● **WHAT THE EXERCISE ASKS**: Return the records exactly as they stand, and keep the pictures out of the copy.

Start of PROVIDED RECORDS

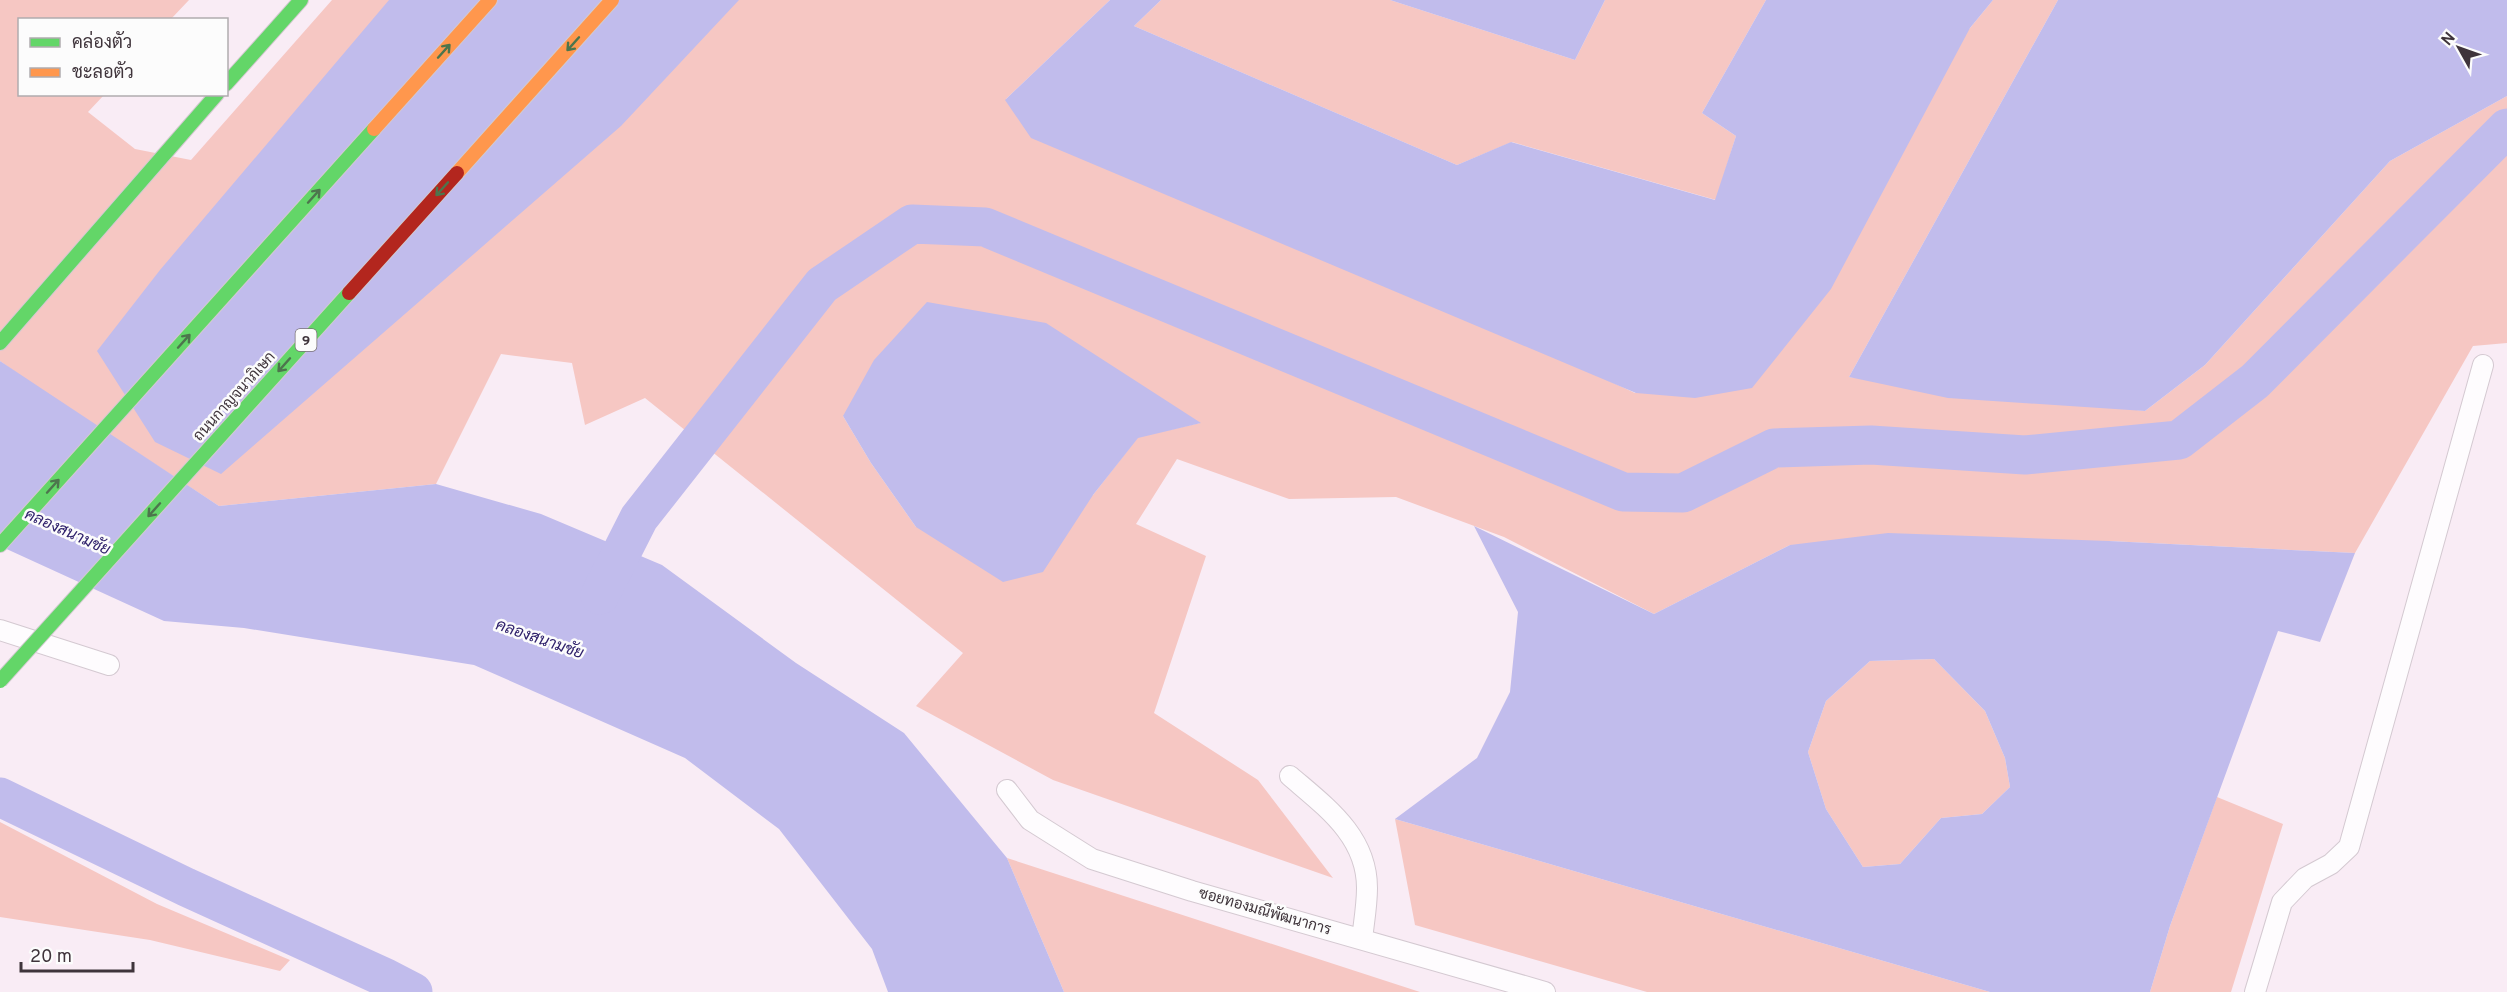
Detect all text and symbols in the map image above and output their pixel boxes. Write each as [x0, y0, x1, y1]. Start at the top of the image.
legend [18, 18, 228, 96]
north arrow [2429, 18, 2489, 78]
text: N [2438, 29, 2460, 50]
text: คล่องตัว [72, 30, 132, 55]
one-way arrow [566, 36, 580, 51]
one-way arrow [437, 43, 451, 58]
text: ชะลอตัว [72, 61, 134, 85]
one-way arrow [435, 181, 449, 196]
one-way arrow [307, 188, 321, 203]
road number: 9 [296, 329, 316, 351]
one-way arrow [177, 333, 191, 348]
street label: ถนนกาญจนาภิเษก [189, 348, 280, 446]
one-way arrow [277, 357, 291, 372]
one-way arrow [46, 478, 60, 493]
one-way arrow [147, 502, 161, 517]
water label: คลองสนามชัย [21, 503, 114, 561]
water label: คลองสนามชัย [493, 614, 587, 664]
street label: ซอยทองมณีพัฒนาการ [1196, 882, 1334, 940]
scale bar [21, 935, 134, 973]
text: 20 m [30, 946, 72, 969]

End of PROVIDED RECORDS

● **WRITTEN RESPONSE**:
Detect all text and symbols in the map image above and output their pixel boxes. Write each as [x0, y0, x1, y1]. Start at the top of the image.
legend [18, 18, 228, 96]
north arrow [2429, 18, 2489, 78]
text: N [2438, 29, 2460, 50]
text: คล่องตัว [72, 30, 132, 55]
one-way arrow [566, 36, 580, 51]
one-way arrow [437, 43, 451, 58]
text: ชะลอตัว [72, 61, 134, 85]
one-way arrow [435, 181, 449, 196]
one-way arrow [307, 188, 321, 203]
road number: 9 [296, 329, 316, 351]
one-way arrow [177, 333, 191, 348]
street label: ถนนกาญจนาภิเษก [189, 348, 280, 446]
one-way arrow [277, 357, 291, 372]
one-way arrow [46, 478, 60, 493]
one-way arrow [147, 502, 161, 517]
water label: คลองสนามชัย [21, 503, 114, 561]
water label: คลองสนามชัย [493, 614, 587, 664]
street label: ซอยทองมณีพัฒนาการ [1196, 882, 1334, 940]
scale bar [21, 935, 134, 973]
text: 20 m [30, 946, 72, 969]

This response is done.